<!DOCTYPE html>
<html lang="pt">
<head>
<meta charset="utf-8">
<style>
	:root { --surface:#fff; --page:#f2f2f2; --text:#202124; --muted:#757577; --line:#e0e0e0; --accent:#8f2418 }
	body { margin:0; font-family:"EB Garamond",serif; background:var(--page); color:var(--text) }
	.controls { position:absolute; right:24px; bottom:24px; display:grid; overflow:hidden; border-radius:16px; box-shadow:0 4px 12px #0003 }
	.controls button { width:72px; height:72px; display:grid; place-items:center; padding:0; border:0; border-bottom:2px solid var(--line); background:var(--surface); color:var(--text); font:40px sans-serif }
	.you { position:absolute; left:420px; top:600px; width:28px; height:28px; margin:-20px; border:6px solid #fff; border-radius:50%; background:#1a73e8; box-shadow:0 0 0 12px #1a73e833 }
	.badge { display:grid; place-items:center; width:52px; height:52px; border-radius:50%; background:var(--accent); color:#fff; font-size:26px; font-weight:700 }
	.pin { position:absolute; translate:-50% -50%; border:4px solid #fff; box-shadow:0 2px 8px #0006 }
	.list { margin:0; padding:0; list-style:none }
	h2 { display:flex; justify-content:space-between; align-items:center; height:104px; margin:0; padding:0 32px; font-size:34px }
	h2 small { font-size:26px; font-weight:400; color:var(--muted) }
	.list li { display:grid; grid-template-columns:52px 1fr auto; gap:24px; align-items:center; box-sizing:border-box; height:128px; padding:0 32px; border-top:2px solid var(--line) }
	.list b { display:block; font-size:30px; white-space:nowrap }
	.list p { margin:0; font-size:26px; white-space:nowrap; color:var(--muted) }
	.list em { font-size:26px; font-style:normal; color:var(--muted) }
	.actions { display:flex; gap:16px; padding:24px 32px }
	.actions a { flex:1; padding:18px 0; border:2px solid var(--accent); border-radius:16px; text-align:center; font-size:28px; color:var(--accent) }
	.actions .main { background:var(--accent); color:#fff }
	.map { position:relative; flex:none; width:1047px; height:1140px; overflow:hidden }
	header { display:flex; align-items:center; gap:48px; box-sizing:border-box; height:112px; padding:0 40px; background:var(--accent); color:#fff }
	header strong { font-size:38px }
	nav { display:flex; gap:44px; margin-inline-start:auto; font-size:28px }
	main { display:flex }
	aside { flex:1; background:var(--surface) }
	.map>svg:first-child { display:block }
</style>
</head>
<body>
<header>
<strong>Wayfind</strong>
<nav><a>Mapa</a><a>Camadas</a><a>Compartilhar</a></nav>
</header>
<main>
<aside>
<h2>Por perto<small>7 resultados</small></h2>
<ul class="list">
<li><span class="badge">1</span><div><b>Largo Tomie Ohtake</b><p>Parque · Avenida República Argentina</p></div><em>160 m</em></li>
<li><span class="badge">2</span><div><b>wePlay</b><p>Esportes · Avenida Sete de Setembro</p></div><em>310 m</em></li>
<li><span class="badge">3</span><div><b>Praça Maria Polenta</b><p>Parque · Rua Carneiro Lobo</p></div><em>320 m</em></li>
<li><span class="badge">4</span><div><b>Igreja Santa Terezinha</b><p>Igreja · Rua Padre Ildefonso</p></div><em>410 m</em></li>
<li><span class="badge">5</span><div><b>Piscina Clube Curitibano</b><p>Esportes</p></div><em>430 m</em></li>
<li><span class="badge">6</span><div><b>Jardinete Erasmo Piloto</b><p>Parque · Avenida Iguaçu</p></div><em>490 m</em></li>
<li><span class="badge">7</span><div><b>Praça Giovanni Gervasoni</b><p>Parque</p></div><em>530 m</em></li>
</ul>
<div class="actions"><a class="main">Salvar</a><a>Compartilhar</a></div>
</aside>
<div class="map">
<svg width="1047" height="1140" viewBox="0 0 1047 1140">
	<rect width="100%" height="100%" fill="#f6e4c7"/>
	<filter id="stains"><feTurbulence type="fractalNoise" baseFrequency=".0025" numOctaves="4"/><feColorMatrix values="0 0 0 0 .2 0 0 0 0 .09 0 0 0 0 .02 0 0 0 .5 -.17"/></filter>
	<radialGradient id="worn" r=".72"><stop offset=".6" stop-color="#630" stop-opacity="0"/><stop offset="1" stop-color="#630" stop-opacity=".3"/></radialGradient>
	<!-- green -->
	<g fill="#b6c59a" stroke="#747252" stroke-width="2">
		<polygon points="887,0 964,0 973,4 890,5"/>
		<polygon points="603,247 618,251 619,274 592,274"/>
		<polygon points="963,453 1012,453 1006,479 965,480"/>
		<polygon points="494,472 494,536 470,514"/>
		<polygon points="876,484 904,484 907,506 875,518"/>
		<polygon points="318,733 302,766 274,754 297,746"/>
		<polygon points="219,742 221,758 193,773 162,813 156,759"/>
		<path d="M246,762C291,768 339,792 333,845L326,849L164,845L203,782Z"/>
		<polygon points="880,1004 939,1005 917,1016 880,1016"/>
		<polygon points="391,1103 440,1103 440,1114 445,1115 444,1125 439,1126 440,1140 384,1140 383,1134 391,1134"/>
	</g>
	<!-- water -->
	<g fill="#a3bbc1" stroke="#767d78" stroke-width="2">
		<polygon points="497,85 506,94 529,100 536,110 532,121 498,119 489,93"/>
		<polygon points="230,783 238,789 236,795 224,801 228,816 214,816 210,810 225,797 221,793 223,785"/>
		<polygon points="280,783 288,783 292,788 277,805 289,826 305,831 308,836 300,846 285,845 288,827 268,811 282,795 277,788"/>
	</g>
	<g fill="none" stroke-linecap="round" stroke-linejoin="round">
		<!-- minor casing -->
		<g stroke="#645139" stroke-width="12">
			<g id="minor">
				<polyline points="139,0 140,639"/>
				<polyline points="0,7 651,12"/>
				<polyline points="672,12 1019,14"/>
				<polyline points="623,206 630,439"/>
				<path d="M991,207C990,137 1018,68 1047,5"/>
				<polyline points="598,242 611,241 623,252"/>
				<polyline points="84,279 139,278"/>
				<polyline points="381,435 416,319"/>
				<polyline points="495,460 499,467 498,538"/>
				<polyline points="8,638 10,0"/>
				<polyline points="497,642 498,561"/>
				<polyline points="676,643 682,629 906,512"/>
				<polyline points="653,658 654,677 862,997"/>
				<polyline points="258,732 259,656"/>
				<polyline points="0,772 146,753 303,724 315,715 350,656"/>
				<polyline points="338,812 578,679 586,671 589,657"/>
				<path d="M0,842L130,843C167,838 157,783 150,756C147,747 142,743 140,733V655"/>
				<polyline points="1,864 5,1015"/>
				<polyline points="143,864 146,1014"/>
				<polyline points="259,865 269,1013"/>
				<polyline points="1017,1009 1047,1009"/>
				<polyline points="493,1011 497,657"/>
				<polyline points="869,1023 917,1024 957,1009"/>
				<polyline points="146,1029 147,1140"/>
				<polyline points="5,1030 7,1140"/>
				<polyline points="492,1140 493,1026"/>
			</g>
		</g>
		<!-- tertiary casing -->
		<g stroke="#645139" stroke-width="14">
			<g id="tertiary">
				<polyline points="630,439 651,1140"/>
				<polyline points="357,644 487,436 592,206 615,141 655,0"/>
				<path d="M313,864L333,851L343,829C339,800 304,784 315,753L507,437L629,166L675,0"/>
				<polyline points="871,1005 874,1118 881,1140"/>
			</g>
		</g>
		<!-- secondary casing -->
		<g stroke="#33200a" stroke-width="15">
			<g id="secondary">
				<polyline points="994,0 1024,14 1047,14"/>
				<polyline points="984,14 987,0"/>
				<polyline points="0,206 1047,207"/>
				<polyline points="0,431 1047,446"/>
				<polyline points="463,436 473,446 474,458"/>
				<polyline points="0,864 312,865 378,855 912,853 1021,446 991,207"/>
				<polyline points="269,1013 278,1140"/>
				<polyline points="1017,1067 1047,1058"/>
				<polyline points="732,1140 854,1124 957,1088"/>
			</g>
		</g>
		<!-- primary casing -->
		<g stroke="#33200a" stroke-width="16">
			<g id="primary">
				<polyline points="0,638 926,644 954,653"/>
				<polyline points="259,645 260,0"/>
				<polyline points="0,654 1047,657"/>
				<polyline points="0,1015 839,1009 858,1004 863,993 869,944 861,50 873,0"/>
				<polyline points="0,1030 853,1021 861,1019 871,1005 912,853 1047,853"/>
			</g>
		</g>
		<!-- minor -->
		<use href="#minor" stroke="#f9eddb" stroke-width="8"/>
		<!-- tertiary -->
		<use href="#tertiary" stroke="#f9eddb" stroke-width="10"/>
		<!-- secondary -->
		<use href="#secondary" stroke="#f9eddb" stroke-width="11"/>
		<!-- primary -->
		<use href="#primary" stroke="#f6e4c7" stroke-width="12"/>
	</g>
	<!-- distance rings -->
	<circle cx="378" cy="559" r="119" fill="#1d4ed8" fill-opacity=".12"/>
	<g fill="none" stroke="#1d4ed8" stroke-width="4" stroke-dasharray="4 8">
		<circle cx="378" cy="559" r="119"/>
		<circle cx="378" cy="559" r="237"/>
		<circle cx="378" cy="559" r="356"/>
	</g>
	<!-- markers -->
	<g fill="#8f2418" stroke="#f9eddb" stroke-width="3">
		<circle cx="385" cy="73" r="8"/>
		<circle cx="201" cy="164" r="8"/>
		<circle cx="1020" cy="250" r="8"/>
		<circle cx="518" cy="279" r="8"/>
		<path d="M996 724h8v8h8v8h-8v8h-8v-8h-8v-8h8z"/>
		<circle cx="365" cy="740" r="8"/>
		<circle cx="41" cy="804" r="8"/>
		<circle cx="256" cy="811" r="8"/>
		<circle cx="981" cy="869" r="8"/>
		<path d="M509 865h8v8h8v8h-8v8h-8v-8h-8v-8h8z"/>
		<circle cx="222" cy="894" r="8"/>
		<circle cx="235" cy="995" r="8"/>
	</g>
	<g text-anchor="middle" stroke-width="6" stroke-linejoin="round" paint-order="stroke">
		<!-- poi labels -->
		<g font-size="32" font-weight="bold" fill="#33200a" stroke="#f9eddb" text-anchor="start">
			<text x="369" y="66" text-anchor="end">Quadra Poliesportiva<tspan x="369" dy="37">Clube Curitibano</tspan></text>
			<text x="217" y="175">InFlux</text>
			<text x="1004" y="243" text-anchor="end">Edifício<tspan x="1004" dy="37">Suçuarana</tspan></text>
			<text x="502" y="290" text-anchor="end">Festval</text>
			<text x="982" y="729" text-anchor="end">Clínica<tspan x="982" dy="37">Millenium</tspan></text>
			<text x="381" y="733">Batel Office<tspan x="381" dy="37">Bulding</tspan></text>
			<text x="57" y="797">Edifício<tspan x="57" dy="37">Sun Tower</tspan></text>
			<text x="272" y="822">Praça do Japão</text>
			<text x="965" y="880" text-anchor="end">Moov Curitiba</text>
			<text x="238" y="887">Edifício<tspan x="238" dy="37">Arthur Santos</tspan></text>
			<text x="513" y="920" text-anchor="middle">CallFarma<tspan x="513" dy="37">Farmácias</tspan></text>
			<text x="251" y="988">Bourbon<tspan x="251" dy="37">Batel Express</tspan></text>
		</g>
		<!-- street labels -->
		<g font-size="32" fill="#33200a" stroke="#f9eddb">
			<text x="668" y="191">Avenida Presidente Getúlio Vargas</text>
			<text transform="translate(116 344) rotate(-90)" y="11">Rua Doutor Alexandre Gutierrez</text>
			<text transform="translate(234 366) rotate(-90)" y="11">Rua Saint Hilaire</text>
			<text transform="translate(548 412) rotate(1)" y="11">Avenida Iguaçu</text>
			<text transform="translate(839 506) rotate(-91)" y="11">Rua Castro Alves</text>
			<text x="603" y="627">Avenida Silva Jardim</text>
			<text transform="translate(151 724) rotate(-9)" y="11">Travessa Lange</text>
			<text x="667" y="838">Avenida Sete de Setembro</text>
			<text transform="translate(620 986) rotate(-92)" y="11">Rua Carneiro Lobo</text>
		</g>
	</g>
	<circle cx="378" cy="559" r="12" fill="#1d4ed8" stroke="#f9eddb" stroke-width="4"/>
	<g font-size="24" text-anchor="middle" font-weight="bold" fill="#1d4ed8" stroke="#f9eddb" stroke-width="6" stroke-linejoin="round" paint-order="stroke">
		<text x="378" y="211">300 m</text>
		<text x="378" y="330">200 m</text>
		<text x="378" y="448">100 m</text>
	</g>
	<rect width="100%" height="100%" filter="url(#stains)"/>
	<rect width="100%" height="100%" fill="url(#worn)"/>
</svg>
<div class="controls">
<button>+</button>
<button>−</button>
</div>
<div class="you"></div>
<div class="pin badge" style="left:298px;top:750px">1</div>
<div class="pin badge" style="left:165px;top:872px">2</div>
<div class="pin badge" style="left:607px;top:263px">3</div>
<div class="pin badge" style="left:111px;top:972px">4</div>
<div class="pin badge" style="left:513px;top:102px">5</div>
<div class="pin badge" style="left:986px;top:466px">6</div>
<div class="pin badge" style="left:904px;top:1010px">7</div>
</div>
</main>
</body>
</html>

> **What to produce**
Pick out all lines from the data above in which the word "list" appears.

> **Exercise solution**
	.list { margin:0; padding:0; list-style:none }
	.list li { display:grid; grid-template-columns:52px 1fr auto; gap:24px; align-items:center; box-sizing:border-box; height:128px; padding:0 32px; border-top:2px solid var(--line) }
	.list b { display:block; font-size:30px; white-space:nowrap }
	.list p { margin:0; font-size:26px; white-space:nowrap; color:var(--muted) }
	.list em { font-size:26px; font-style:normal; color:var(--muted) }
<ul class="list">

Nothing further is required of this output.